** Opening Records supplied block **

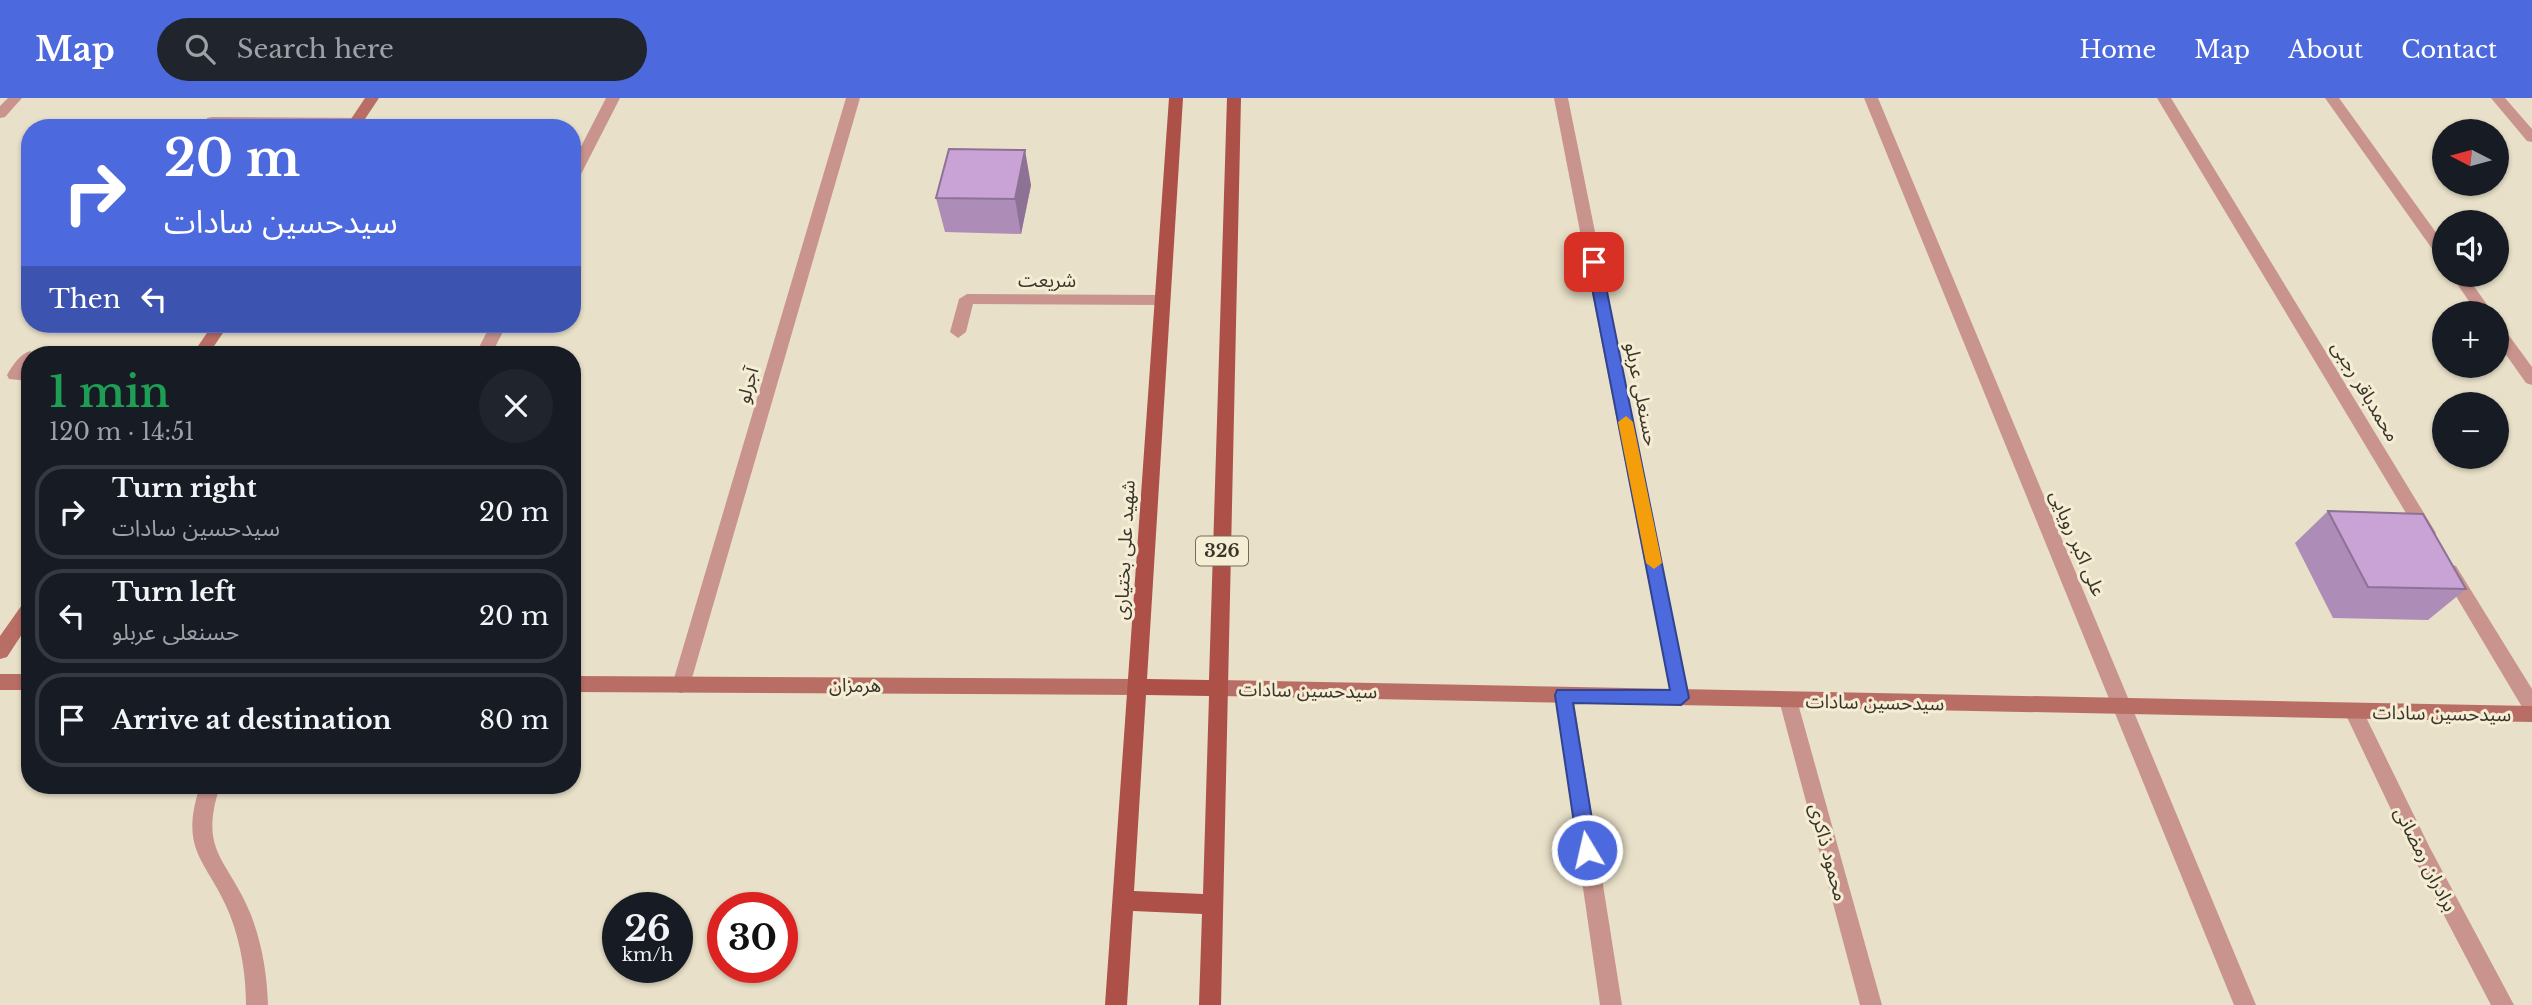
<!DOCTYPE html>
<html lang="en">
<head>
<meta charset="utf-8">
<style>
  :root { --surface:#171b24; --page:#20242c; --text:#f1f3f6; --muted:#9ea1a6; --line:#363941; --accent:#4c69dd }
  body { margin:0; font-family:"Libre Baskerville","Noto Sans Arabic",serif; background:var(--page); color:var(--text); height:100vh; display:flex; flex-direction:column; font-size:26px; white-space:nowrap }
  * { box-sizing:border-box; margin:0 }
  p { font-size:23px; color:var(--muted) }
  .icon { flex:none; width:38px; height:38px; fill:none; stroke:currentColor; stroke-width:2; stroke-linecap:round; stroke-linejoin:round }
  .map { position:relative; flex:1; overflow:hidden }
  .panel { position:absolute; left:21px; top:248px; width:560px; height:448px; display:flex; flex-direction:column; background:var(--surface); border-radius:28px; box-shadow:0 2px 5px #0004 }
  .panel>* { flex:none }
  .hud { position:absolute; left:21px; top:21px; width:560px; height:214px; border-radius:28px; box-shadow:0 2px 5px #0004; background:#4c69dd; color:#fff; overflow:hidden }
  .needle { width:46px; rotate:276deg }
  .buttons { position:absolute; left:2432px; top:21px; display:grid; gap:14px }
  .buttons a { display:grid; place-items:center; width:77px; height:77px; border-radius:50%; background:var(--surface); box-shadow:0 2px 5px #0004; font-size:35px }
  .speed { position:absolute; left:602px; top:794px; display:flex; gap:14px; font-size:35px; font-weight:700; text-align:center }
  .speed>* { display:grid; place-content:center; width:91px; height:91px; border-radius:50%; background:var(--surface); box-shadow:0 2px 5px #0004; line-height:1 }
  .speed small { font-size:18px; font-weight:400 }
  .speed .limit { border:10px solid #d22; background:#fff; color:#111 }
  .pin { position:absolute; display:grid; place-items:center; width:60px; height:60px; color:#fff; margin:-30px; border-radius:14px; box-shadow:0 4px 10px #0006 }
  .me { position:absolute; width:77px; margin:-38px; rotate:351deg; stroke-linejoin:round; filter:drop-shadow(0 0 5px #0008) }
  .turn { display:flex; align-items:center; gap:24px; height:147px; padding:0 28px; font-size:32px }
  .turn .icon { width:91px; height:91px; stroke-width:2.5 }
  .turn b { display:block; font-size:49px; line-height:60px }
  .then { display:flex; align-items:center; height:66px; padding:0 28px; background:#0003; gap:14px; font-size:26px }
  .round { display:grid; place-items:center; flex:none; width:74px; height:74px; border-radius:37px; background:var(--page) }
  .overview { display:flex; align-items:center; justify-content:space-between; height:119px; padding:0 28px }
  h1 { font-size:42px; font-weight:600; line-height:52px; color:#1e9e55 }
  ul { padding:0; list-style:none }
  li { display:flex; align-items:center; gap:21px; height:94px; margin:0 14px 10px; padding:0 14px; border:4px solid var(--line); border-radius:28px }
  li div { flex:1 }
  li b { display:block; font-size:26px }
  li em { font-style:normal }
  header { display:flex; align-items:center; gap:42px; box-sizing:border-box; height:98px; padding:0 35px; background:var(--accent); color:#fff }
  header strong { font-size:33px }
  nav { display:flex; gap:38px; margin-inline-start:auto; font-size:24px }
  .search { width:490px; height:63px; background:var(--page); display:flex; align-items:center; gap:18px; box-sizing:border-box; padding:0 24px; border-radius:38px; color:var(--muted); font-size:26px }
  .map>svg:first-child { display:block }
</style>
</head>
<body>
<header>
<strong>Map</strong>
<div class="search"><svg class="icon" aria-label="search" viewBox="0 0 24 24"><circle cx="10" cy="10" r="6"/><path d="M15 15l6 6"/></svg>Search here</div>
<nav><a>Home</a><a>Map</a><a>About</a><a>Contact</a></nav>
</header>
<div class="map">
<svg width="2532" height="907" viewBox="0 0 2532 907">
  <rect width="100%" height="100%" fill="#e8e0c8"/>
  <g fill="none" stroke-linecap="round" stroke-linejoin="round">
    <!-- service -->
    <g fill="#c9948d" fill-rule="evenodd">
      <path d="M967,196L1162,197L1170,202L1162,207L973,206L966,234L958,240L950,234L959,201Z"/>
      <path d="M200,688H220C198,755 228,760 251,817C262,846 267,876 268,907H246C246,877 241,846 230,817C208,762 178,755 200,688Z"/>
    </g>
    <!-- minor -->
    <g fill="#c9948d" fill-rule="evenodd">
      <path d="M8,0H22L5,19L0,20V8Z"/>
      <path d="M606,0H620L579,80L572,85V66Z"/>
      <path d="M846,0H860L690,587L688,593L681,595L674,593L672,587Z"/>
      <path d="M1554,0H1568L1689,600L1687,606L1680,608L1673,606L1671,600Z"/>
      <path d="M1864,0H1878L2256,907H2234Z"/>
      <path d="M2157,0H2171L2433,430L2436,435L2433,440H2421Z"/>
      <path d="M2325,0H2339L2445,147V163L2440,162Z"/>
      <path d="M2491,0H2505L2532,31V44L2527,43Z"/>
      <path d="M212,19L356,20L363,24L356,28L207,26V20Z"/>
      <path d="M2451,177H2466L2493,215H2477Z"/>
      <path d="M491,226H507L491,257H475Z"/>
      <path d="M2497,227L2502,228L2532,269V287L2526,285L2497,244Z"/>
      <path d="M30,253L37,257H30V283L9,281L7,277C12,268 20,256 30,253Z"/>
      <path d="M2450,466L2456,468L2532,591V616L2525,614L2444,478L2441,473L2444,468Z"/>
      <path d="M1564,589L1571,591L1573,597L1622,907H1600L1555,597L1557,591Z"/>
      <path d="M1788,594L1795,596L1797,602L1882,907H1860L1779,602L1781,596Z"/>
      <path d="M2353,605L2360,607L2430,750L2514,907H2491L2416,764L2344,613L2346,607Z"/>
    </g>
    <!-- secondary -->
    <g fill="#b96e65" fill-rule="evenodd">
      <path d="M365,0H379L359,30H345Z"/>
      <path d="M213,226H229L208,257H192Z"/>
      <path d="M30,502V524L7,559L0,561V538L24,504Z"/>
      <rect x="0" y="576" width="30" height="16"/>
      <path d="M572,578L1138,581L1145,583L1147,589L1145,595L1138,597L572,594Z"/>
      <path d="M1219,582L2532,608V624L1219,598L1212,596L1210,590L1212,584Z"/>
    </g>
    <!-- primary -->
    <path fill="#ac5048" fill-rule="evenodd" d="M1169,0H1183L1147,581L1209,582L1227,0H1241L1221,907H1199L1202,816L1133,813L1127,907H1105ZM1146,597L1209,598L1203,796L1134,793Z"/>
  </g>
  <!-- wall -->
  <g fill="#ad8cb8">
    <path d="M1031,87L1021,136L945,134L936,100Z"/>
    <path d="M2328,413L2466,491L2428,522L2333,520L2295,445Z"/>
  </g>
  <!-- shaded-wall -->
  <path fill="#8d7296" d="M1025,52L1031,87L1021,136L1015,101Z"/>
  <!-- building -->
  <g fill="#c9a3d6" stroke="#8d7296" stroke-width="2">
    <path d="M949,51L1025,52L1015,101L936,100Z"/>
    <path d="M2328,413L2423,416L2466,491L2368,489Z"/>
  </g>
  <!-- route -->
  <path fill="#4c69dd" stroke="#314490" stroke-width="2" d="M1594,159L1601,164L1689,600L1681,607L1573,605L1597,752L1594,758L1587,761L1581,758L1578,752L1555,597L1557,592H1670L1587,164Z"/>
  <!-- slow -->
  <path fill="#f59e0b" d="M1626,318L1633,324L1662,465L1654,471L1646,465L1618,324Z"/>
  <g text-anchor="middle" stroke-width="6" stroke-linejoin="round" paint-order="stroke">
    <!-- shield labels -->
    <rect fill="#f6edd5" stroke="#726c5f" stroke-width="2" x="1196" y="438.5" width="52" height="29" rx="5"/>
    <g font-size="18" font-weight="bold" fill="#39352c">
      <text x="1222" y="459">326</text>
    </g>
    <!-- street labels -->
    <g font-size="19" fill="#39352c" stroke="#f6edd5">
      <text x="1047" y="189">شریعت</text>
      <text transform="translate(747 287) rotate(-74)" y="7">آجرلو</text>
      <text transform="translate(2366 293) rotate(59)" y="7">محمدباقر رجبی</text>
      <text transform="translate(1642 296) rotate(79)" y="7">حسنعلی عربلو</text>
      <text transform="translate(2078 445) rotate(67)" y="7">علی اکبر رویایی</text>
      <text transform="translate(1124 452) rotate(-87)" y="7">شهید علی بختیاری</text>
      <text x="855" y="594">هرمزان</text>
      <text transform="translate(1308 592) rotate(1)" y="7">سیدحسین سادات</text>
      <text transform="translate(1875 604) rotate(1)" y="7">سیدحسین سادات</text>
      <text transform="translate(2442 615) rotate(1)" y="7">سیدحسین سادات</text>
      <text transform="translate(1829 754) rotate(75)" y="7">محمود ذاکری</text>
      <text transform="translate(2426 761) rotate(63)" y="7">برادران رمضانی</text>
    </g>
  </g>
</svg>
<div class="buttons">
<a><svg class="needle" viewBox="-14 -14 28 28"><path d="M0-13l5 13h-10z" fill="#e53935"/><path d="M0 13l5-13h-10z" fill="#9ea1a6"/></svg></a>
<a><svg class="icon" aria-label="sound" viewBox="0 0 24 24"><path d="M4 9h4l5-4v14l-5-4H4zM17 9q2 3 0 6"/></svg></a>
<a>+</a>
<a>−</a>
</div>
<div class="speed"><div>26<small>km/h</small></div><div class="limit">30</div></div>
<div class="pin" style="left:1594px;top:164px;background:#d93025"><svg class="icon" aria-label="arrive" viewBox="0 0 24 24"><path d="M6 21V4h12l-3 4 3 4H6"/></svg></div>
<svg class="me" style="left:1587px;top:752px" viewBox="-20 -20 40 40"><circle r="17" fill="#4c69dd" stroke="#fff" stroke-width="3"/><path d="M0-11L8 9 0 5-8 9z" fill="#fff"/></svg>
<div class="hud">
<div class="turn"><svg class="icon" aria-label="right" viewBox="0 0 24 24"><path d="M7 20v-9h11M14 6l5 5-5 5"/></svg><div><b>20 m</b>سیدحسین سادات</div></div>
<div class="then">Then<svg class="icon" aria-label="left" viewBox="0 0 24 24"><path d="M17 20v-9H6M10 6l-5 5 5 5"/></svg></div>
</div>
<section class="panel">
<div class="overview"><div><h1>1 min</h1><p>120 m · 14:51</p></div><a class="round"><svg class="icon" aria-label="close" viewBox="0 0 24 24"><path d="M6 6l12 12M18 6L6 18"/></svg></a></div>
<ul>
<li><svg class="icon" aria-label="right" viewBox="0 0 24 24"><path d="M7 20v-9h11M14 6l5 5-5 5"/></svg><div><b>Turn right</b><p>سیدحسین سادات</p></div><em>20 m</em></li>
<li><svg class="icon" aria-label="left" viewBox="0 0 24 24"><path d="M17 20v-9H6M10 6l-5 5 5 5"/></svg><div><b>Turn left</b><p>حسنعلی عربلو</p></div><em>20 m</em></li>
<li><svg class="icon" aria-label="arrive" viewBox="0 0 24 24"><path d="M6 21V4h12l-3 4 3 4H6"/></svg><div><b>Arrive at destination</b></div><em>80 m</em></li>
</ul>
</section>
</div>
</body>
</html>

** Closing Records supplied block **

If a line above holds the string "buttons", copy it out.

> [Answer to this exercise]:
  .buttons { position:absolute; left:2432px; top:21px; display:grid; gap:14px }
  .buttons a { display:grid; place-items:center; width:77px; height:77px; border-radius:50%; background:var(--surface); box-shadow:0 2px 5px #0004; font-size:35px }
<div class="buttons">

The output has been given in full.